- _Given records_:
====================

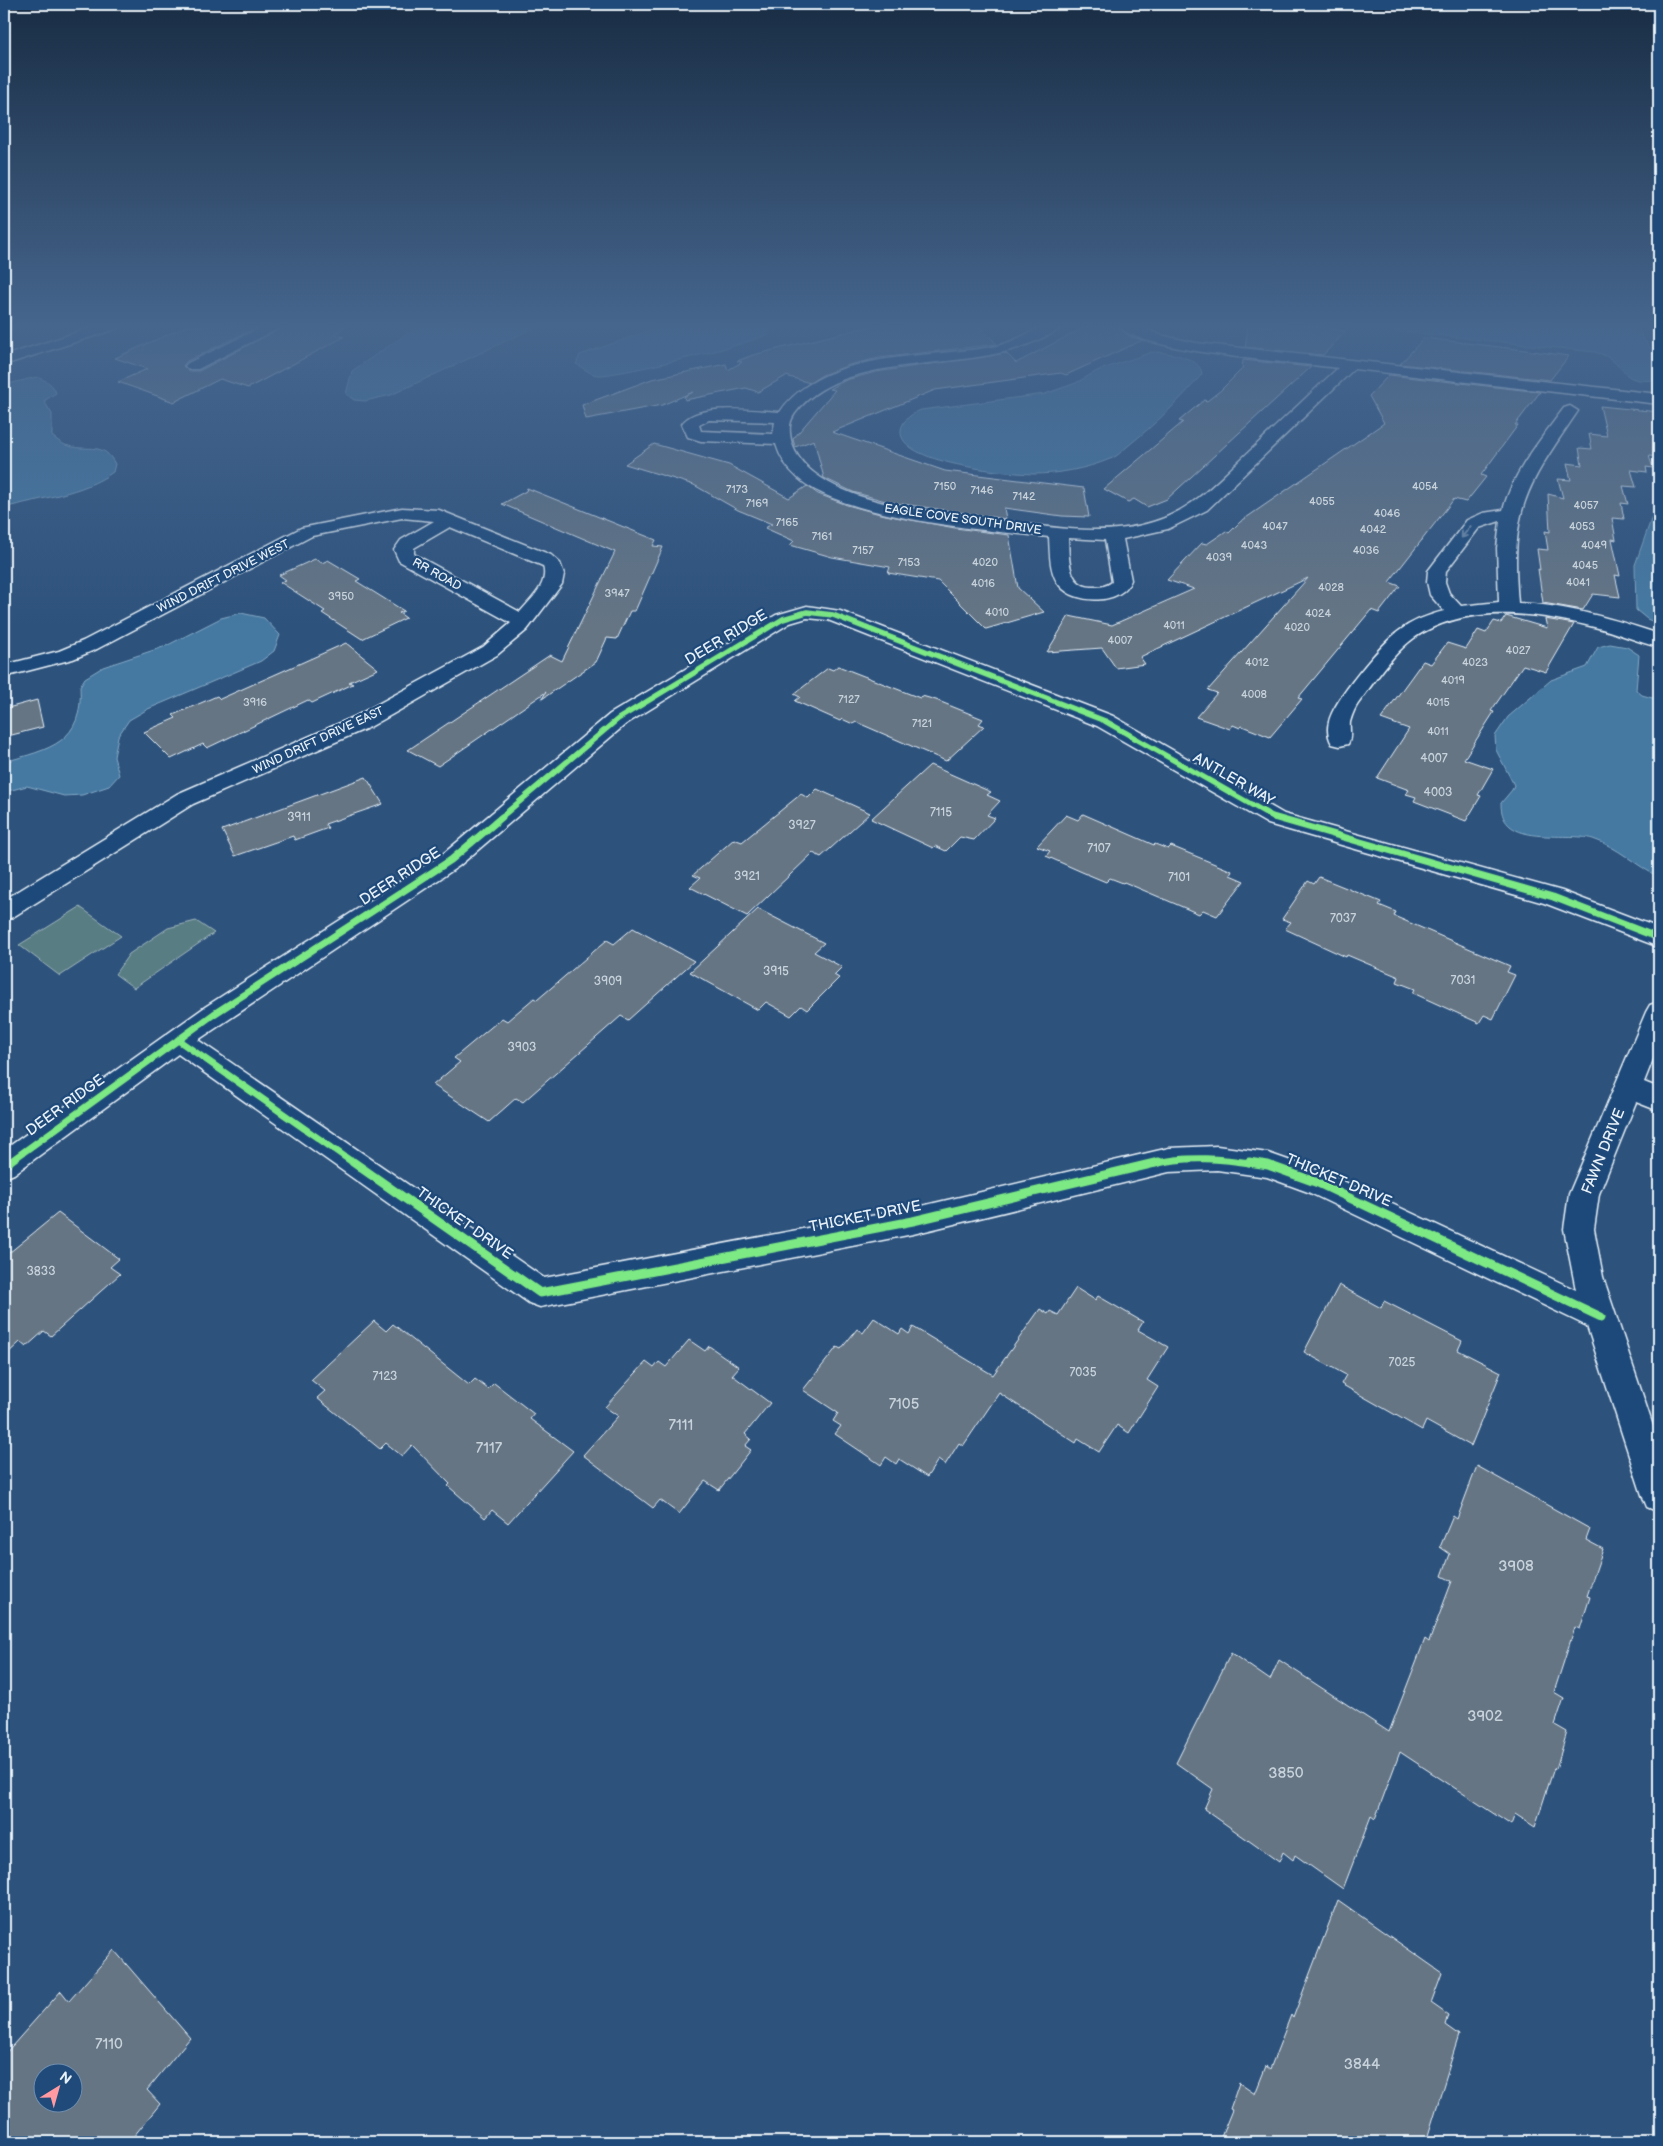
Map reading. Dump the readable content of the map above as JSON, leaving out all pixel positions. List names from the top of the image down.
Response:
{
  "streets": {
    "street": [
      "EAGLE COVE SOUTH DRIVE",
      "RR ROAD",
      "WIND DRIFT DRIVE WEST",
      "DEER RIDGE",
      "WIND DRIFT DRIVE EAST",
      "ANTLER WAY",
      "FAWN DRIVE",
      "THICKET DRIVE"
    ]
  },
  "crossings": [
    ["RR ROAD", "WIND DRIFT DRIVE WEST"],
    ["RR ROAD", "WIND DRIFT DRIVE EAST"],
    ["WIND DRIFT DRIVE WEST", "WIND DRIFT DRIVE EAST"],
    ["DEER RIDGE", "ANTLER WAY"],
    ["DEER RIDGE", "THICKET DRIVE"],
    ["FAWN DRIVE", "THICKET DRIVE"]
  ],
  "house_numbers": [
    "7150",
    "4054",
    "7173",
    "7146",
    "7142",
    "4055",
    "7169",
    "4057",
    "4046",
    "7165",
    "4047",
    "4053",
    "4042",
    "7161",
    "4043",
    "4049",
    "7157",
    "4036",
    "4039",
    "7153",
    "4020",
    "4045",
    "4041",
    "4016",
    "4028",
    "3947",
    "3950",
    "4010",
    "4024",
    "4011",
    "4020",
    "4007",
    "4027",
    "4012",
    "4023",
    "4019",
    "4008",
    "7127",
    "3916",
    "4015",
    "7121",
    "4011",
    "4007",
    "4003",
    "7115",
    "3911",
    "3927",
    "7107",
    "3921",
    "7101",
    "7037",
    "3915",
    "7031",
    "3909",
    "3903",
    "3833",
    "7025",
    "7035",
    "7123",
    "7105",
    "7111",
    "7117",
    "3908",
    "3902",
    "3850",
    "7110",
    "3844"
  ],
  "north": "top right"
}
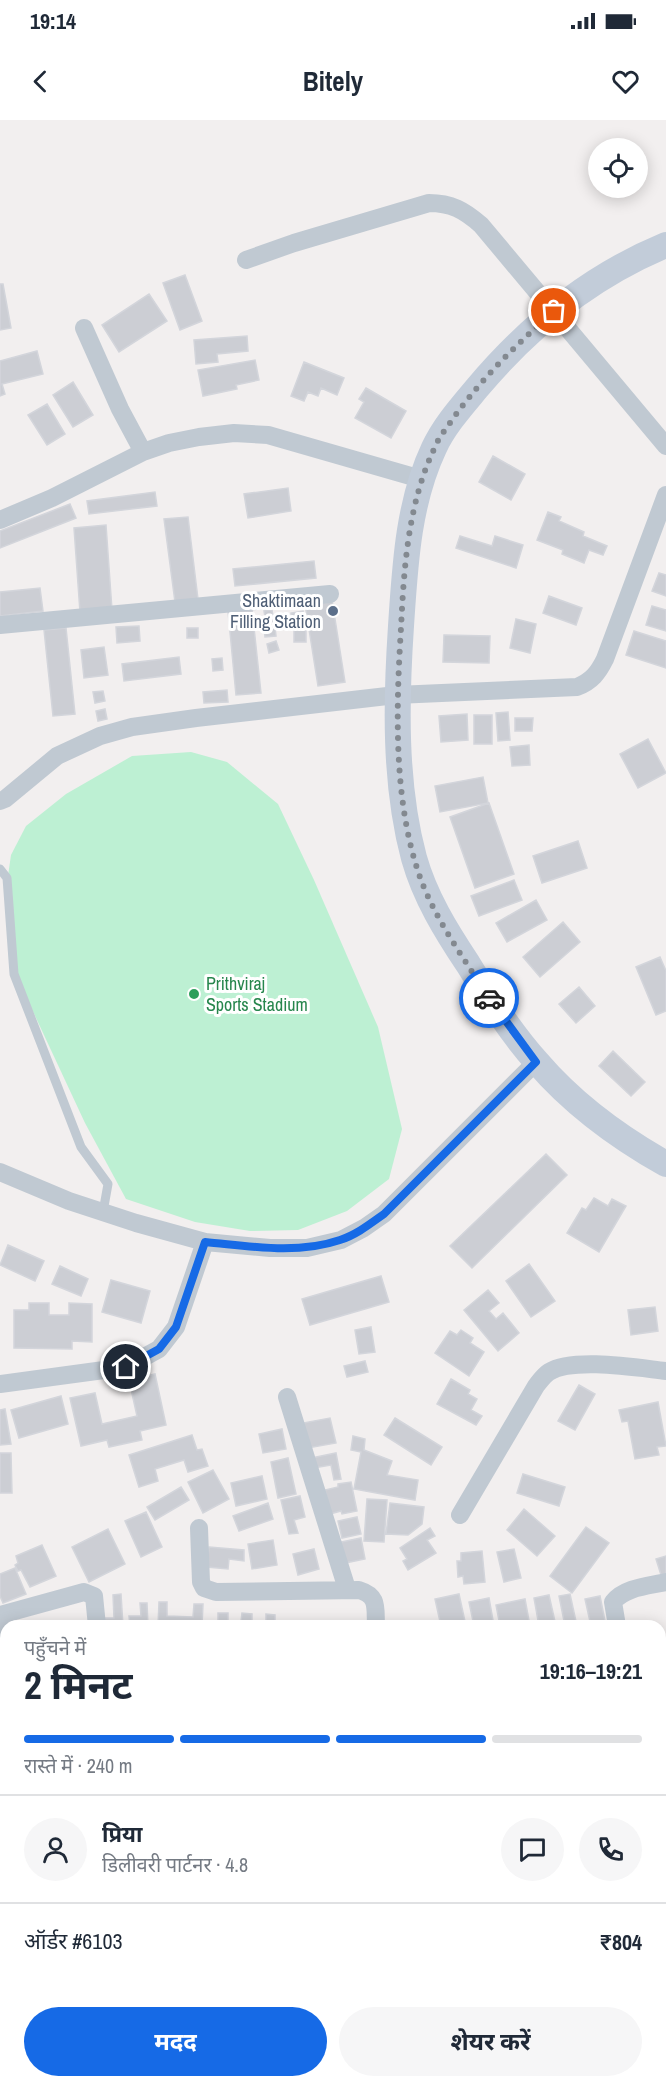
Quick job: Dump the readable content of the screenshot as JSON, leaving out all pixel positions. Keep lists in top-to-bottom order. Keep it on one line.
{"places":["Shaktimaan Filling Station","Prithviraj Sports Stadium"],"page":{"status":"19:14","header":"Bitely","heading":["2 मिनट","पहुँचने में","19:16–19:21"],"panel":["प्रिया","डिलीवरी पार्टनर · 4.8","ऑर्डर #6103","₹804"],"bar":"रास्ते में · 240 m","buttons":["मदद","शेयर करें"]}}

====================

Drop the images and quote the entries word for word.

- _Solution to this exercise_:
Map reading. Dump the readable content of the map above as JSON, leaving out all pixel positions. List names from the top of the image down.
Response:
{
  "streets": {
    "street": [
      "EAGLE COVE SOUTH DRIVE",
      "RR ROAD",
      "WIND DRIFT DRIVE WEST",
      "DEER RIDGE",
      "WIND DRIFT DRIVE EAST",
      "ANTLER WAY",
      "FAWN DRIVE",
      "THICKET DRIVE"
    ]
  },
  "crossings": [
    ["RR ROAD", "WIND DRIFT DRIVE WEST"],
    ["RR ROAD", "WIND DRIFT DRIVE EAST"],
    ["WIND DRIFT DRIVE WEST", "WIND DRIFT DRIVE EAST"],
    ["DEER RIDGE", "ANTLER WAY"],
    ["DEER RIDGE", "THICKET DRIVE"],
    ["FAWN DRIVE", "THICKET DRIVE"]
  ],
  "house_numbers": [
    "7150",
    "4054",
    "7173",
    "7146",
    "7142",
    "4055",
    "7169",
    "4057",
    "4046",
    "7165",
    "4047",
    "4053",
    "4042",
    "7161",
    "4043",
    "4049",
    "7157",
    "4036",
    "4039",
    "7153",
    "4020",
    "4045",
    "4041",
    "4016",
    "4028",
    "3947",
    "3950",
    "4010",
    "4024",
    "4011",
    "4020",
    "4007",
    "4027",
    "4012",
    "4023",
    "4019",
    "4008",
    "7127",
    "3916",
    "4015",
    "7121",
    "4011",
    "4007",
    "4003",
    "7115",
    "3911",
    "3927",
    "7107",
    "3921",
    "7101",
    "7037",
    "3915",
    "7031",
    "3909",
    "3903",
    "3833",
    "7025",
    "7035",
    "7123",
    "7105",
    "7111",
    "7117",
    "3908",
    "3902",
    "3850",
    "7110",
    "3844"
  ],
  "north": "top right"
}
Quick job: Dump the readable content of the screenshot as JSON, leaving out all pixel positions. Keep lists in top-to-bottom order. Keep it on one line.
{"places":["Shaktimaan Filling Station","Prithviraj Sports Stadium"],"page":{"status":"19:14","header":"Bitely","heading":["2 मिनट","पहुँचने में","19:16–19:21"],"panel":["प्रिया","डिलीवरी पार्टनर · 4.8","ऑर्डर #6103","₹804"],"bar":"रास्ते में · 240 m","buttons":["मदद","शेयर करें"]}}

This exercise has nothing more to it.